Frustrated that my offline NN is not working, need advice

After finishing the first three courses in the specialization, I decided to revisit course 1 and make my own offline NN script, in my own environment (VS Code).

The neural network code is completely copied from the code we get in the Jupyter notebooks.

For my first practice project I decided to create a model to map 2-D Vectors to 0/1 classes.

Training set (10,000 examples, green = 1, white = 0)

Test set (10,000 examples)

My model’s layers_dims is [2, 4, 1] and it is unable to learn at all, it always predicts 0. I have no idea how to proceed.

Any advice?

I am not attempting to do any input normalization, momentum, mini-batching, weight initialization, because all those things seem like optimizations that I should not need at this point, since this seems like it should be a simple model to train.

I’ve tried multiple layers_dims, adding more layers and more nodes per layers, changing the learning rate too. It just seems like this model can’t learn :confused:

It’s great that you are trying to adapt the code to solving a new problem. You always learn something useful when you do that.

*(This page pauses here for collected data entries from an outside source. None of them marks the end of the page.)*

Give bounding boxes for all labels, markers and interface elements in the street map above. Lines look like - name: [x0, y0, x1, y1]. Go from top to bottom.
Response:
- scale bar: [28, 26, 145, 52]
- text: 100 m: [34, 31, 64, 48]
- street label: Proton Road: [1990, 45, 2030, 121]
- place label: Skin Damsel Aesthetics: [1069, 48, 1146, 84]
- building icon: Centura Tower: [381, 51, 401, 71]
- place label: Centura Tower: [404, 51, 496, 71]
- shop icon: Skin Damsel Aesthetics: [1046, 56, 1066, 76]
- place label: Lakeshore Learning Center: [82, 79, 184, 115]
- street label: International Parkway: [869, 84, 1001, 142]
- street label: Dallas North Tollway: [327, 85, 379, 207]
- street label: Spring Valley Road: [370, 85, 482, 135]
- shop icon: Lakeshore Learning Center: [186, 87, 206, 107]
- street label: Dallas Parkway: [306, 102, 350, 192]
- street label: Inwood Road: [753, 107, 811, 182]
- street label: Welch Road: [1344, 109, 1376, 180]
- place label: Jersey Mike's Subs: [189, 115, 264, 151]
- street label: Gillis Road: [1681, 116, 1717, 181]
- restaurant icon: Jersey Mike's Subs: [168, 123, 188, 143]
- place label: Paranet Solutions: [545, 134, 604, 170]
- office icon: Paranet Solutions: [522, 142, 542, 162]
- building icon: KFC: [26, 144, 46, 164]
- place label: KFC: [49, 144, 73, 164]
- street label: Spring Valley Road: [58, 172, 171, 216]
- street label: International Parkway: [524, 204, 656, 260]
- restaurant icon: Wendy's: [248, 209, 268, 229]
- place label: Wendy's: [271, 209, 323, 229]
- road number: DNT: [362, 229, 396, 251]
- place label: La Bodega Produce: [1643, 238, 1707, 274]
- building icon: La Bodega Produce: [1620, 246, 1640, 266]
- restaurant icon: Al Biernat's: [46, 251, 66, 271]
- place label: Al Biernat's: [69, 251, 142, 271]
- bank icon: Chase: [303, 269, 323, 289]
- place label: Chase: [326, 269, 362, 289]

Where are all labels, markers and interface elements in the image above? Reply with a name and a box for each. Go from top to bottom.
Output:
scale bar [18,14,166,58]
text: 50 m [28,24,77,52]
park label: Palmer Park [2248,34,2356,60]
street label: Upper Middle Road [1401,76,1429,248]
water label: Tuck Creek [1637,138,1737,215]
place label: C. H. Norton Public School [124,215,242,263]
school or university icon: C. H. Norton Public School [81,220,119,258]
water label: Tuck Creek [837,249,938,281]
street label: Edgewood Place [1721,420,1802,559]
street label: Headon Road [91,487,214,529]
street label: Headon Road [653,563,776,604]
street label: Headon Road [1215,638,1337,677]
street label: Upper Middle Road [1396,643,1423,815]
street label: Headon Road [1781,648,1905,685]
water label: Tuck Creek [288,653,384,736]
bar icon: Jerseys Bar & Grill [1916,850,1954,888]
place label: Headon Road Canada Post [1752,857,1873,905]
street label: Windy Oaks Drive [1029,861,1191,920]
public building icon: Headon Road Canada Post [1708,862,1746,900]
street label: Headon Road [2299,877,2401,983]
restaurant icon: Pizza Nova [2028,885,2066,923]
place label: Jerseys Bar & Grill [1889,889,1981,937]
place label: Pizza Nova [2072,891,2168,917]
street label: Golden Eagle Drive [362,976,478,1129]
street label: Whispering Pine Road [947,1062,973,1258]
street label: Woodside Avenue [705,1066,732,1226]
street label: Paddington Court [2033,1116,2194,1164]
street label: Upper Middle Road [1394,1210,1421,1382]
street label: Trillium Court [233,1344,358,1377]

If none of the layer structures that you have tried ever predicts any output other than 0, I would expect there is some fundamental problem here. E.g. maybe there is something different in your environment that causes things not to work or maybe you didn’t port the code correctly to your new environment. One way to figure this out would be to try a problem that you already know works in your new environment. E.g. take the dataset from the Planar Data exercise in Week 3 and the same network architecture and see if you can duplicate the results from the Week 3 exercise in your environment.

Good idea! You’re right. I will attempt that next. Thanks!

Reporting back:
After lots and lots of tweaking, it turned out my code was fine, and that the answer was really just increasing the hidden layer node amount :man_facepalming::man_facepalming::man_facepalming:
I thought 5 to 7 was enough because that was enough in the assignment, but results were much better at n[1]=15 or above.

I also learned that tanh seems to work much better than relu for this model. Relu was more likely to get stuck during learning, and when inspecting the parameters and gradients, it seems that sometimes the gradients are mostly zero. I’m assuming that its because when Z is negative the gradient is 0 for relu, and things don’t move along. Tanh is slower than relu though.

Another thing I learned is that normalization (0-mean, unit-variance) is more important than I thought, it seems necessary with this project, which surprised me, because I don’t understand why. Also, not normalizing meant that often I’d get NaN issues, or just just completely non-working models (always predicting 0)

Very cool! So it sounds like you learned a bunch of useful things through this exercise. Yes, normalization is surprisingly important: it makes the gradients work much better. It’s especially important in cases in which the various features have different ranges, which doesn’t seem like it would be the case in your example. But still it can matter.

It’s also a good observation that ReLU can have vanishing gradient problems. The other experiment you could try would be using Leaky ReLU, which should fix the vanishing gradient problem.

Congrats on getting good results!

1 Like